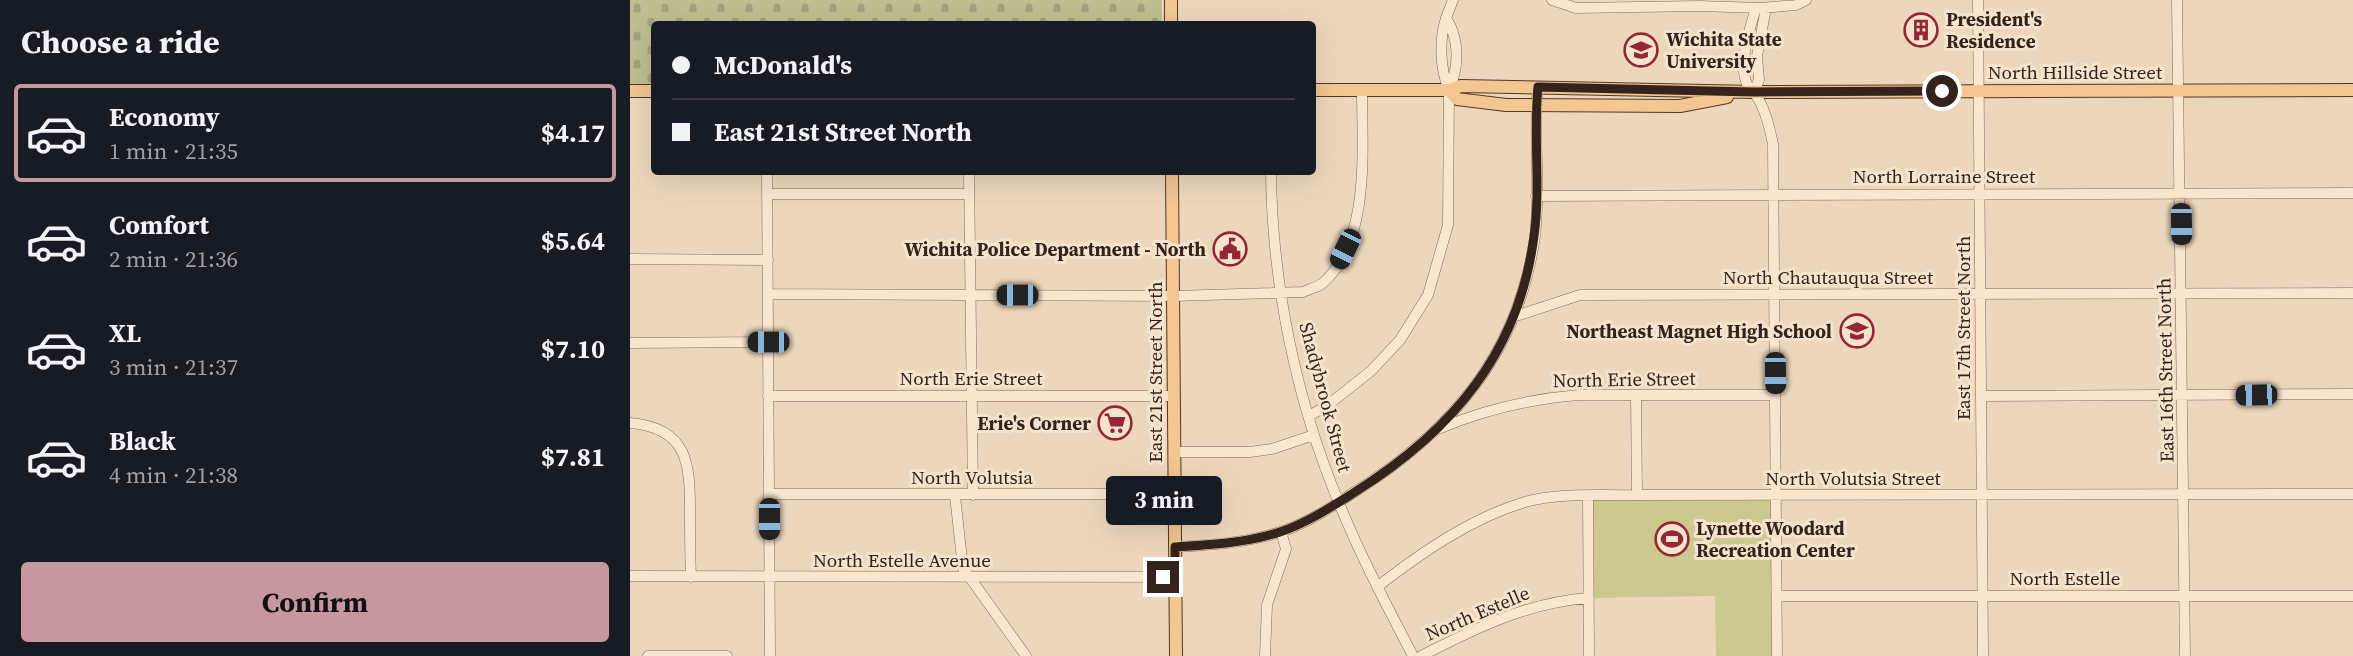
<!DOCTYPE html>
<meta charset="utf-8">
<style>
body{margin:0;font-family:"Source Serif 4",serif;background:#20242c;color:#f1f3f6;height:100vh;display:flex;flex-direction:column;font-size:26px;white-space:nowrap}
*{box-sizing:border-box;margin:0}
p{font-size:23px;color:#9ea1a6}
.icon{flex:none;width:38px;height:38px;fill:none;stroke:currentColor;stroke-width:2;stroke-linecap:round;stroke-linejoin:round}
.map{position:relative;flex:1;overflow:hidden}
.panel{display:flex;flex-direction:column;background:#171b24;width:630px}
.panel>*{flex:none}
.guide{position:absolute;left:21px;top:21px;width:665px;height:154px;border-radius:7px;box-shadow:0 7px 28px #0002;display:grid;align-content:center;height:154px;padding:0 21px;background:#171b24}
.end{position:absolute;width:32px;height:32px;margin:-16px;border:9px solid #34231b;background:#fff;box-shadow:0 0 0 4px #fff}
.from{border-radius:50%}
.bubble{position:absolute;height:49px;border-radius:7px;background:#171b24;box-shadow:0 7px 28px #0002;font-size:23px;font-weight:700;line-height:49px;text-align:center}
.car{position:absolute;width:21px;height:42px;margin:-21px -10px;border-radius:9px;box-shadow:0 0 5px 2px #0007;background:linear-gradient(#222 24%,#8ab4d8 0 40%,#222 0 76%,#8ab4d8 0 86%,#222 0)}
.guide b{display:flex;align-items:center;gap:24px;height:66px;font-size:26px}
.guide b+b{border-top:2px solid #363941}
.guide i{width:18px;height:18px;background:#f1f3f6}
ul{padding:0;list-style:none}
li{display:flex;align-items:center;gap:21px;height:98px;margin:0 14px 10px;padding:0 7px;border:4px solid transparent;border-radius:7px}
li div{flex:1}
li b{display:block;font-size:26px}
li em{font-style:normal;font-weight:700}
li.selected{border-color:#c797a0}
li>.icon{width:63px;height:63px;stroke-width:1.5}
h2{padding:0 21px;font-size:32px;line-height:84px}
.button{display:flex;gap:14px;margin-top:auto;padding:14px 21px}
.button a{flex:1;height:80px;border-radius:7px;background:#c797a0;color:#111;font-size:28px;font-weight:700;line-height:80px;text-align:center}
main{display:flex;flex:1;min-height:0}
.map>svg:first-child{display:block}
.cemetery{fill:url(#cemetery-stones)}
.park{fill:#cbc990}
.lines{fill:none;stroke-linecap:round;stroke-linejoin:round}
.minor-casing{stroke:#856856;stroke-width:11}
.major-casing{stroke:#52372a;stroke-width:14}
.minor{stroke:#f9e6cf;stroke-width:10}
.major{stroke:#f3c692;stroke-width:12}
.route{stroke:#34231b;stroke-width:9}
.labels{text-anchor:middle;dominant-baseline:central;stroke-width:6;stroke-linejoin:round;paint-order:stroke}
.poi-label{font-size:19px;font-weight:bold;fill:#34231b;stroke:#f5e3cb;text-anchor:start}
.street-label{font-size:19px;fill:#34231b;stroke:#f5e3cb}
</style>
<main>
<section class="panel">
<h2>Choose a ride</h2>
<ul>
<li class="selected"><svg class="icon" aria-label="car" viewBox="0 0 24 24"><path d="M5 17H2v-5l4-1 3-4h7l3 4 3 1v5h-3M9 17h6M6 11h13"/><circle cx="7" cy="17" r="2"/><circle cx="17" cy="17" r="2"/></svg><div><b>Economy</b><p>1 min · 21:35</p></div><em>$4.17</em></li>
<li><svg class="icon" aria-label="car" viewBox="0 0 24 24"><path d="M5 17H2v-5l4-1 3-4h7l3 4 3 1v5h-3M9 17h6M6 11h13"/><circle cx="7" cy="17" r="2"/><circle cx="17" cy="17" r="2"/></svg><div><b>Comfort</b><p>2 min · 21:36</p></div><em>$5.64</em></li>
<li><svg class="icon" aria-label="car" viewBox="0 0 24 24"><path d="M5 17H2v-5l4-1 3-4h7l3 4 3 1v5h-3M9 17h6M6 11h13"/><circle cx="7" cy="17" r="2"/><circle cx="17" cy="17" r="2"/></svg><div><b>XL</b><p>3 min · 21:37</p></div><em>$7.10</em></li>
<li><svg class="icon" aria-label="car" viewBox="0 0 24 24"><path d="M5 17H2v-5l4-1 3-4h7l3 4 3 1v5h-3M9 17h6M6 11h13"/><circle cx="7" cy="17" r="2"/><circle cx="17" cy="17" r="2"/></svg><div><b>Black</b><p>4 min · 21:38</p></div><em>$7.81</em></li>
</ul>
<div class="button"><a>Confirm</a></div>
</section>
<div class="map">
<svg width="1723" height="656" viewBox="0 0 1723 656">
<defs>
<pattern id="cemetery-stones" width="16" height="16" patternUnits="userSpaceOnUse" patternTransform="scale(1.75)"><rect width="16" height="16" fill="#bfbe90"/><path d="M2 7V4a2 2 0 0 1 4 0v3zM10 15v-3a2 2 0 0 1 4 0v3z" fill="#a5a37c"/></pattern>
</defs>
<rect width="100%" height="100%" fill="#edd7bc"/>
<path class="cemetery" d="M0,0H532V24H24V84H0Z"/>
<path class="park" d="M1146,495L1147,656H1086L1085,596L959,598L958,496Z"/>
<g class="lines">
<defs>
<path id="minor" d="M922,0L946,8L1069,6L1131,8L1166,5L1176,0
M1348,0L1353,656
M1547,0L1555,656
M1126,8C1120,27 1108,65 1117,84C1118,87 1122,89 1124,92C1135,108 1139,125 1143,144L1147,656
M816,18L823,0
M1124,92L1129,80L1127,56L1136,8
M137,172L140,656
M339,172L343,495
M641,172C642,283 666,400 709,503C730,555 757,606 783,656
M137,194H339
M906,196L1723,193
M0,259L138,260
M138,294L544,296L673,292C679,289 688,287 693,283C741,240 732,148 732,90
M886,316L950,295L1723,293
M0,343L138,342
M138,396H544
M1006,396L1007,495
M1351,396L1723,394
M679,416L698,405L741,371L770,340L798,295L818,225L819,90C810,69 809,40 816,18C830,39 829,68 819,90
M0,423C58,428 60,463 60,512C60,533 60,555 61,577
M811,428C856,409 900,399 949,395H1145
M544,452H620L642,449L684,435
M139,494H545
M325,496L333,568L396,656
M958,496L959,656
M545,547C580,545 616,543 650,532C675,524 698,509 720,495C820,433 888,356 905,236C911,187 903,136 908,87
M0,576L545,577
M747,587C791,553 841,518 895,502C930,492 971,496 1007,495L1723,494
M1147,596H1723
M18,656H97
M635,656L637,605L656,549L651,532
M791,656C844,629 898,602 959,598"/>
<path id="major" d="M541,0V24
M682,90H819L831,86L1124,92L1723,90
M819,90L827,99L876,105L1050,106L1097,97
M0,91H24
M542,172L546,656"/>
</defs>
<use href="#minor" class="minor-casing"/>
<use href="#major" class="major-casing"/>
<use href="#minor" class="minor"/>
<use href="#major" class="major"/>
</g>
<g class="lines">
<path class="route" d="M533,577H545V547C580,545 616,543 650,532C677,523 701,507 725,492C822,431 889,353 904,236C911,187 903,136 908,87L1124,92L1312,91"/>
</g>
<defs>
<symbol id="building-ring" viewBox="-11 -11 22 22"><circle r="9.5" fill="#f5e3cb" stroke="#942636" stroke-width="1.5"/><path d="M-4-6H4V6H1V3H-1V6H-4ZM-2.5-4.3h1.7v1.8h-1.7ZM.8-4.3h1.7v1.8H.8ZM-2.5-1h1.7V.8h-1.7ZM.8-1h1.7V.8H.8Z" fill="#942636"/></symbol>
<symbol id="university-ring" viewBox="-11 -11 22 22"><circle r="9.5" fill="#f5e3cb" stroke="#942636" stroke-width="1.5"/><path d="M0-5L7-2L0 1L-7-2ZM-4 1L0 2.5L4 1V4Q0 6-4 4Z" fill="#942636"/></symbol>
<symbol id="civic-ring" viewBox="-11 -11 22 22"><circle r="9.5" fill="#f5e3cb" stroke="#942636" stroke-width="1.5"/><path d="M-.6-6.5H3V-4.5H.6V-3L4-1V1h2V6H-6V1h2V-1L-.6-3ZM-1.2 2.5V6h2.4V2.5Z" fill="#942636"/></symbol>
<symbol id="school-ring" viewBox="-11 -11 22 22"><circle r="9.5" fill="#f5e3cb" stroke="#942636" stroke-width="1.5"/><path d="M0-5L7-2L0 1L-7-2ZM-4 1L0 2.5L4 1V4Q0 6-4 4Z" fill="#942636"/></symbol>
<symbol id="supermarket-ring" viewBox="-11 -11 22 22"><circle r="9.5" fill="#f5e3cb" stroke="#942636" stroke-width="1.5"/><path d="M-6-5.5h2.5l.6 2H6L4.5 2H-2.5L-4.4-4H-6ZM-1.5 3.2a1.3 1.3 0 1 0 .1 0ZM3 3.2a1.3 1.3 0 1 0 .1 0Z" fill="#942636"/></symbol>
<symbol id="stadium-ring" viewBox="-11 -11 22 22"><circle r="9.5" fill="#f5e3cb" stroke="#942636" stroke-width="1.5"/><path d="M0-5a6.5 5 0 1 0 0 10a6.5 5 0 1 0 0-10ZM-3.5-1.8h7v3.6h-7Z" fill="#942636"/></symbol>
</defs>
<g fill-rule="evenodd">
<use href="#building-ring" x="1272" y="11" width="38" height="38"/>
<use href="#university-ring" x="992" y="31" width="38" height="38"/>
<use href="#civic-ring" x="581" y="230" width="38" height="38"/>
<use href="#school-ring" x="1208" y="312" width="38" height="38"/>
<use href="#supermarket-ring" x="466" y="404" width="38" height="38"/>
<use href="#stadium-ring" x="1023" y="520" width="38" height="38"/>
</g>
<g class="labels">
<g class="poi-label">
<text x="1316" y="19">President's<tspan x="1316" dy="22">Residence</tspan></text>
<text x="1036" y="39">Wichita State<tspan x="1036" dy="22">University</tspan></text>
<text x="576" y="249" text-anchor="end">Wichita Police Department - North</text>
<text x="1202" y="331" text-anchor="end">Northeast Magnet High School</text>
<text x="461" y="423" text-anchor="end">Erie's Corner</text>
<text x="1066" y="528">Lynette Woodard<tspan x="1066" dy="22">Recreation Center</tspan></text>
</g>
<g class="street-label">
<text x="1445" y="72">North Hillside Street</text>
<text x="1314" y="176">North Lorraine Street</text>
<text x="1198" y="277">North Chautauqua Street</text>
<text transform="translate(1333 328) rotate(-90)">East 17th Street North</text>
<text transform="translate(1535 370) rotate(-91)">East 16th Street North</text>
<text transform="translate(525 372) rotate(-90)">East 21st Street North</text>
<text x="341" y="378">North Erie Street</text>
<text transform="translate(994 379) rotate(-1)">North Erie Street</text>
<text transform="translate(696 397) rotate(75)">Shadybrook Street</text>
<text x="342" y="477">North Volutsia</text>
<text x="1223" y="478">North Volutsia Street</text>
<text x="272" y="560">North Estelle Avenue</text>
<text x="1435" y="578">North Estelle</text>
<text transform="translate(847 613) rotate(-23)">North Estelle</text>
</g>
</g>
</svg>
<i class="end from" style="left:1312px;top:91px"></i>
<i class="end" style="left:533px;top:577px"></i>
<div class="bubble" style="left:476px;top:476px;width:116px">3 min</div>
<i class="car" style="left:1551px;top:224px;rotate:179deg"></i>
<i class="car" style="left:715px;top:249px;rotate:206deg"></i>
<i class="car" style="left:387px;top:295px;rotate:270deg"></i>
<i class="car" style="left:138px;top:342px;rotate:270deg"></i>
<i class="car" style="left:1145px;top:373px;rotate:179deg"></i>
<i class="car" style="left:1626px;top:395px;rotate:269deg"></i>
<i class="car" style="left:139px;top:519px;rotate:180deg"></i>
<div class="guide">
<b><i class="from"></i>McDonald's</b>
<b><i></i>East 21st Street North</b>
</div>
</div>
</main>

_ _ _ _

• **What needs to be done**:
Looking at the data above, say how many lines contain the word "bubble", with no added words.

• **Exercise result**:
2